04 kwietnia 2018

Po co komu SLD ?

Krzysztof Gawkowski z SLD ma nadzieję że ludzie będą lecieć drzwiami i oknami do urn wyborczych by głosować na SLD w kolejnych wyborach parlamentarnych bo 
lewica ma wiele do zaoferowania Polakom. Zachętą do głosowania na tą partię ma być m.in. ; zerowa stawka podatkowa dla tych co zarabiają do 1500 zł. miesięcznie oraz 500 + także dla samotnych matek i ojców wychowujących swoje dzieci. Większość partii poza PiS-em w tym i SLD chcą odebrać te 500 + najbogatszym by było sprawiedliwie. Uważam że nie są to oferty dla których warto ponownie wybrać SLD, gdyż ta partia już rządziła a ludziom wtedy wcale nie poprawiła się stopa życiowa.
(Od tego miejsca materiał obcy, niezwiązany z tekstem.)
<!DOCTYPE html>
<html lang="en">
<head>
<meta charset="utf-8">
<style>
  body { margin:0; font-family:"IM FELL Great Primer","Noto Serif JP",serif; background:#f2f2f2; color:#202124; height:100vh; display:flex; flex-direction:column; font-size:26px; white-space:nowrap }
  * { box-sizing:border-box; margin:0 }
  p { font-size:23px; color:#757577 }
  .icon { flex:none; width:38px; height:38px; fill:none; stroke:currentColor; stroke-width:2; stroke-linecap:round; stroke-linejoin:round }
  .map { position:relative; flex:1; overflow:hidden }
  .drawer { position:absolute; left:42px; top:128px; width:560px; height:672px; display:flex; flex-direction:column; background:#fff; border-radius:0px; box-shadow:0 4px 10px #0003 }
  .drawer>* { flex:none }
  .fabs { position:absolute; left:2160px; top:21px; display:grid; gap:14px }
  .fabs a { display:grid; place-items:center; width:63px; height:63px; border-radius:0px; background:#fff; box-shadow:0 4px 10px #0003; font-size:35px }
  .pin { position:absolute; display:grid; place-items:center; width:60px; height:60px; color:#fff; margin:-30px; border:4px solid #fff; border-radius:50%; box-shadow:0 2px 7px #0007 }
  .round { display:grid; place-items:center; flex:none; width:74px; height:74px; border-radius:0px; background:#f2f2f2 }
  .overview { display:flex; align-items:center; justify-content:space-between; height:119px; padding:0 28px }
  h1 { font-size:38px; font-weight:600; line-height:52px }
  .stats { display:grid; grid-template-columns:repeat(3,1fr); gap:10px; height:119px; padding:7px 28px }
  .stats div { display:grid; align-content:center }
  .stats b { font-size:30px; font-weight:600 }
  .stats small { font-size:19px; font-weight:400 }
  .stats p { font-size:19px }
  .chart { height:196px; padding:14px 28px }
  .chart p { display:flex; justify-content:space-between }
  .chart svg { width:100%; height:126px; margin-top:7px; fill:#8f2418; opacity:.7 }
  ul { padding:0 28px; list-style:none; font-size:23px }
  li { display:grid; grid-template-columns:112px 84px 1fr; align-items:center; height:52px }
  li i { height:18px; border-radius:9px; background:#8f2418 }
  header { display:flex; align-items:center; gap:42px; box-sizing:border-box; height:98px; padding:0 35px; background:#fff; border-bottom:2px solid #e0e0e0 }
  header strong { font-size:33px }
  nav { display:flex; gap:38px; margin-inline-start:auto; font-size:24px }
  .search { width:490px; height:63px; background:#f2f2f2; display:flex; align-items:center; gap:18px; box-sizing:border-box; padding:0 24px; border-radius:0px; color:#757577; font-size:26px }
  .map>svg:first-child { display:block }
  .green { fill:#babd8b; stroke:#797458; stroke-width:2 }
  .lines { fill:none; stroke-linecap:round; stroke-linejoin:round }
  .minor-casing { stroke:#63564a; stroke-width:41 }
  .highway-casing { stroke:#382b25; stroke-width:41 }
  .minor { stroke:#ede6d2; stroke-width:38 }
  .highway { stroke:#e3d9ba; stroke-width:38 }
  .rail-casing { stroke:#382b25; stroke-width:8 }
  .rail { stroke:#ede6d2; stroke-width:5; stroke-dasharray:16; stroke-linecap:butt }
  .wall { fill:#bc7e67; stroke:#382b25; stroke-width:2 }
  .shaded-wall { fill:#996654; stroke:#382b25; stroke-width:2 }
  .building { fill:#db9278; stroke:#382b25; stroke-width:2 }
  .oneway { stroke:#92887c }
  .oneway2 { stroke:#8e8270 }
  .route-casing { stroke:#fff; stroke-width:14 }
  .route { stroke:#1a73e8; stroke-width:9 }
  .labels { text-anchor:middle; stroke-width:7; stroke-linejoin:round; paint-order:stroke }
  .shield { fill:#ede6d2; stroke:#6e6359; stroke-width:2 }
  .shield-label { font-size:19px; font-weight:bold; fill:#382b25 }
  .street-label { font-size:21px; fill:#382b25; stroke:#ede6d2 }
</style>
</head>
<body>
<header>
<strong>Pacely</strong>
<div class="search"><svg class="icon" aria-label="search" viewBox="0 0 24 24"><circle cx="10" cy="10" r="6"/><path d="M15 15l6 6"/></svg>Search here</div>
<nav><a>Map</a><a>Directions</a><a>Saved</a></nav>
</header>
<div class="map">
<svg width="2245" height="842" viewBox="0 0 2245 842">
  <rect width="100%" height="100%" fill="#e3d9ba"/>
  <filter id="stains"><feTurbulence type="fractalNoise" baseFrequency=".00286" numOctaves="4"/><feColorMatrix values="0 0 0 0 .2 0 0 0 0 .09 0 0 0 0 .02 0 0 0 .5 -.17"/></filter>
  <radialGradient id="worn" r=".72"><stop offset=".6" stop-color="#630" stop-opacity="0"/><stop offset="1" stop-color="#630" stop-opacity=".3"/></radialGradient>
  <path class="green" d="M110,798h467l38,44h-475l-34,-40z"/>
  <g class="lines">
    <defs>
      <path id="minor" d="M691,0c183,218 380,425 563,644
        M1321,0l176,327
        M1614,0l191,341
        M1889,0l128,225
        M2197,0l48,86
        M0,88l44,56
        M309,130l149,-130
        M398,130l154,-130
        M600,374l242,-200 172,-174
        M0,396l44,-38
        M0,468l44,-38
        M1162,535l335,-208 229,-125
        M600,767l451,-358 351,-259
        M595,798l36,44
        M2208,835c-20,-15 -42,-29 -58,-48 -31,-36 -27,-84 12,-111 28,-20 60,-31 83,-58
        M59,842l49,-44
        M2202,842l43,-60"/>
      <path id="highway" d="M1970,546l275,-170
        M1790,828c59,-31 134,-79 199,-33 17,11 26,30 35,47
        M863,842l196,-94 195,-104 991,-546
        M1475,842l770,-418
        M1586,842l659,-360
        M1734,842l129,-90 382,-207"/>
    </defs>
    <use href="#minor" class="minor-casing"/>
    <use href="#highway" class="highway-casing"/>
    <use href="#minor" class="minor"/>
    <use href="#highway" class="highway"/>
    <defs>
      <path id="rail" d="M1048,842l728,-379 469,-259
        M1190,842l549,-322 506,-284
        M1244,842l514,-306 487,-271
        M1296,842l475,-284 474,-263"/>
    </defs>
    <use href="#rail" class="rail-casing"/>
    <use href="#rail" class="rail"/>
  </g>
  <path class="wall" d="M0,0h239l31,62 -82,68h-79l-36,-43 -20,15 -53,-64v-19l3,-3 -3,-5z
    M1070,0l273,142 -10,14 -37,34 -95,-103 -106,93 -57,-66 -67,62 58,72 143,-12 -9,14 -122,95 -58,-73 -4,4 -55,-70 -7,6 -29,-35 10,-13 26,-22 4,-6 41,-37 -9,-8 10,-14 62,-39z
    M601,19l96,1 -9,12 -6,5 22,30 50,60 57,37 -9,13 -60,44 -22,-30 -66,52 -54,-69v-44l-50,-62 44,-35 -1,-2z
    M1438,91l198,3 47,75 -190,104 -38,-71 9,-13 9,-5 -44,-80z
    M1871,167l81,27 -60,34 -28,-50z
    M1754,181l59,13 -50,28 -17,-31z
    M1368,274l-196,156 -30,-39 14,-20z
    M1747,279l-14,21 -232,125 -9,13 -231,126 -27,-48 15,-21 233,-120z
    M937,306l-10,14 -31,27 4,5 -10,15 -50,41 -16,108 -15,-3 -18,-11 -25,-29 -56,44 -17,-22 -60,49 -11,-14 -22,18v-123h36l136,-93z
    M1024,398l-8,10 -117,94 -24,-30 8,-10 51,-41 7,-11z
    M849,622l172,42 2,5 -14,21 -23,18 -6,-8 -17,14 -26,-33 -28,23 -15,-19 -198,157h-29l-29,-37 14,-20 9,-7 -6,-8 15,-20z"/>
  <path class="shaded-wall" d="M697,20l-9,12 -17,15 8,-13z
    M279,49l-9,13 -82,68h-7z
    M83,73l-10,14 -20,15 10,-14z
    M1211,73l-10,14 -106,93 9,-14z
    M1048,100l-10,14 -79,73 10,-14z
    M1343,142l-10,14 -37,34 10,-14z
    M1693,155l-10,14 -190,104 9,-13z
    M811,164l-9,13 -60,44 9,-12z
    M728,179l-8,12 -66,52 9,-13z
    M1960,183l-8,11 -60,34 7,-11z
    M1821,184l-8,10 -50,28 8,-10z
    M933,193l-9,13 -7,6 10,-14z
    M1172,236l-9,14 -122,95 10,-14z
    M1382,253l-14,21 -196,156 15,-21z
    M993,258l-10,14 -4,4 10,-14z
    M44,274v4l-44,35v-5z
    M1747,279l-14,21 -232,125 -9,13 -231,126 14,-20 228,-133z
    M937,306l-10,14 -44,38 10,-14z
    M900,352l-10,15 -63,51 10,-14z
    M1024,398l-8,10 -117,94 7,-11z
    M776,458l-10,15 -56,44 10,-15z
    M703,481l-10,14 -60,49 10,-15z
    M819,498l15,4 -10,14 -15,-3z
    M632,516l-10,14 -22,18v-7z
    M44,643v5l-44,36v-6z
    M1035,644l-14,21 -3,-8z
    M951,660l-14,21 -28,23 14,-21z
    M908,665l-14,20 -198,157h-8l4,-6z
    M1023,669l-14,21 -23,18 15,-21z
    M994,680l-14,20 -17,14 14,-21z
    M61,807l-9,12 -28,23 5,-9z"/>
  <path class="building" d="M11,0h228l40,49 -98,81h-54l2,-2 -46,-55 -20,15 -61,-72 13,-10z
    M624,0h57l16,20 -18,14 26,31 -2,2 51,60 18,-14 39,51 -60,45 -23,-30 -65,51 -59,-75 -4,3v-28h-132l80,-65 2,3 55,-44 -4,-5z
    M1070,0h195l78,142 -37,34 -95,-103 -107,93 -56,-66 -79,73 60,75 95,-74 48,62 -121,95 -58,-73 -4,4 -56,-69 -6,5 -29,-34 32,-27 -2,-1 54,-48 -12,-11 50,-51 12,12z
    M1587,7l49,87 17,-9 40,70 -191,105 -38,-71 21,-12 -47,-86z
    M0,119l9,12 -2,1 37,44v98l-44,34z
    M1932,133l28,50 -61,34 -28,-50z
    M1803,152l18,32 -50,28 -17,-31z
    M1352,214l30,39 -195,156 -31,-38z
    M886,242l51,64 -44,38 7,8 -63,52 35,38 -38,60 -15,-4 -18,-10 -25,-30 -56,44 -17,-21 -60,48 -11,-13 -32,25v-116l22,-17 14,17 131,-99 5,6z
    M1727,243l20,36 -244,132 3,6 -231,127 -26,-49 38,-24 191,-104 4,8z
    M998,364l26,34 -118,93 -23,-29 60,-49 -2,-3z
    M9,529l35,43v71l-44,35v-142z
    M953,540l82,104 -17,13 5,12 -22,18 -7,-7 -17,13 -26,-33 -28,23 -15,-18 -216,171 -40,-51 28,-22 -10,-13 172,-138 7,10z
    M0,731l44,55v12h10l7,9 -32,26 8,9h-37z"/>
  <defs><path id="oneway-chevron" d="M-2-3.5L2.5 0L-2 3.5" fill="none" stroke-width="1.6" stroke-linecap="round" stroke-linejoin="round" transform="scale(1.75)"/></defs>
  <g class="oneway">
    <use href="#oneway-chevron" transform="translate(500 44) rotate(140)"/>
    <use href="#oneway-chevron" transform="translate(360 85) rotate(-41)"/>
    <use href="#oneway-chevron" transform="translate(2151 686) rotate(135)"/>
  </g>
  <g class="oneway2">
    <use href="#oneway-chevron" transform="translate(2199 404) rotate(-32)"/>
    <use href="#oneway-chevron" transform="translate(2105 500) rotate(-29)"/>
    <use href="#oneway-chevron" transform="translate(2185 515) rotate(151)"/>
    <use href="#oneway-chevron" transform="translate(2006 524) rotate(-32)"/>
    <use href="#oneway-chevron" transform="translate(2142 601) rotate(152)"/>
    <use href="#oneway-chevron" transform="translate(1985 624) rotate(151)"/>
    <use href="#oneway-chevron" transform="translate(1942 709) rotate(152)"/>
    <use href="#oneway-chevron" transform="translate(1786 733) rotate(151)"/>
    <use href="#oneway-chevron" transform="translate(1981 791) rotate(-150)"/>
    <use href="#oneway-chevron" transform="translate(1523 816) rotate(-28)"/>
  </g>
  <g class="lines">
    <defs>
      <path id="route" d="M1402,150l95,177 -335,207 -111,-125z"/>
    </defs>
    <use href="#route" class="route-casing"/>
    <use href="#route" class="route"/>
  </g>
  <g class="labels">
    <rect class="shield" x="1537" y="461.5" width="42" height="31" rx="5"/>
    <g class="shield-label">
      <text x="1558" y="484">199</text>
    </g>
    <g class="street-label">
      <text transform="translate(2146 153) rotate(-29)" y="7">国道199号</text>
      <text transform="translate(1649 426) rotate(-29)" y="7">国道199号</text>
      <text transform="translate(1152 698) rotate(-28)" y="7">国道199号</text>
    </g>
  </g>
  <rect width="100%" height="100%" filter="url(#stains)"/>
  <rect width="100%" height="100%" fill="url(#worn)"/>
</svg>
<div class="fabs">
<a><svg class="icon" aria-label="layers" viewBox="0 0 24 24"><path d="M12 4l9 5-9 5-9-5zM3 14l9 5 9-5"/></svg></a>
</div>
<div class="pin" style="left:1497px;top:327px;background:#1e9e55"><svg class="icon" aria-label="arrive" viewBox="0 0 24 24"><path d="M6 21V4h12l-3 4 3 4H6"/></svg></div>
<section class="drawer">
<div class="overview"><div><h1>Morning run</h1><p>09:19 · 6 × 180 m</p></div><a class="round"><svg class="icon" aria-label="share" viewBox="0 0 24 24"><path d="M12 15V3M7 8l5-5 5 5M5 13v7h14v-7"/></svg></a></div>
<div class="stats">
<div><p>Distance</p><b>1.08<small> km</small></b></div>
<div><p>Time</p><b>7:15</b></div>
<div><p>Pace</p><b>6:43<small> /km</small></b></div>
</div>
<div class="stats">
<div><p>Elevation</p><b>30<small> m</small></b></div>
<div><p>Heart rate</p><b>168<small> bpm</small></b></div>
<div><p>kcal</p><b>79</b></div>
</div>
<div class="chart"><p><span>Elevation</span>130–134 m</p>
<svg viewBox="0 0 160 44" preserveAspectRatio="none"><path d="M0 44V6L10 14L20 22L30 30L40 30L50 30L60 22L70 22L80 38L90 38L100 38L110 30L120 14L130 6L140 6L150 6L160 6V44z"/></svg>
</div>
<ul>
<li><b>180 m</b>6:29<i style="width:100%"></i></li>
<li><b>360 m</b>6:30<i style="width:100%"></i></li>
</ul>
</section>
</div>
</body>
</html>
Za 1500 zł. miesięcznie to niech posłowie żyją a wtedy zrozumieją w jakich niegodnych warunkach życiowych chcą utrzymywać społeczeństwo. 

Moim zdaniem SLD za dużo sobie obiecuje gdy podpiera się byłymi aparatczykami z PZPR-u jak m.in. ; Włodzimierzem Cimoszewiczem, Leszkiem Millerem, Aleksandrem Kwaśniewskim czy Moniką Jaruzelską córką gen. Wojciecha Jaruzelskiego I sekretarza KC PZPR. Monika Jaruzelska mówiła niedawno : będę kandydować z list SLD w najbliższych wyborach samorządowych. Ona też nie ma wstydu jak pozostali rodem z PRL-u, gdy ubiega się o stanowisko w samorządzie wolnej Polski. 

Uważam że SLD samo powinno się rozwiązać, by nie paskudzić PRL-em obecnej polskiej sceny politycznej.